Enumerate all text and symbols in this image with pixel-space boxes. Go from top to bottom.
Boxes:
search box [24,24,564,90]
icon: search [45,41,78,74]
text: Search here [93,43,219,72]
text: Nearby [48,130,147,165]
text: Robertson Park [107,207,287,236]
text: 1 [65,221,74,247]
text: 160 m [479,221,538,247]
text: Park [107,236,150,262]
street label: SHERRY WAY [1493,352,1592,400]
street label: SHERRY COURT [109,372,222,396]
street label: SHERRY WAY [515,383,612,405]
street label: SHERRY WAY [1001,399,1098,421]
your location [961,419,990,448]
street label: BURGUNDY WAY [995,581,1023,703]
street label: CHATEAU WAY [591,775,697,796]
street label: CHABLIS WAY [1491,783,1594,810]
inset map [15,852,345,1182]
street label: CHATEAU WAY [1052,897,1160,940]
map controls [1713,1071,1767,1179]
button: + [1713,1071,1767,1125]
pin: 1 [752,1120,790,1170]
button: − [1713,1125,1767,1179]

--------------------

• REQUIRED WORK
Please set down all of the data above again, matching it exactly.

• SOLVED EXERCISE
Enumerate all text and symbols in this image with pixel-space boxes. Go from top to bottom.
Boxes:
search box [24,24,564,90]
icon: search [45,41,78,74]
text: Search here [93,43,219,72]
text: Nearby [48,130,147,165]
text: Robertson Park [107,207,287,236]
text: 1 [65,221,74,247]
text: 160 m [479,221,538,247]
text: Park [107,236,150,262]
street label: SHERRY WAY [1493,352,1592,400]
street label: SHERRY COURT [109,372,222,396]
street label: SHERRY WAY [515,383,612,405]
street label: SHERRY WAY [1001,399,1098,421]
your location [961,419,990,448]
street label: BURGUNDY WAY [995,581,1023,703]
street label: CHATEAU WAY [591,775,697,796]
street label: CHABLIS WAY [1491,783,1594,810]
inset map [15,852,345,1182]
street label: CHATEAU WAY [1052,897,1160,940]
map controls [1713,1071,1767,1179]
button: + [1713,1071,1767,1125]
pin: 1 [752,1120,790,1170]
button: − [1713,1125,1767,1179]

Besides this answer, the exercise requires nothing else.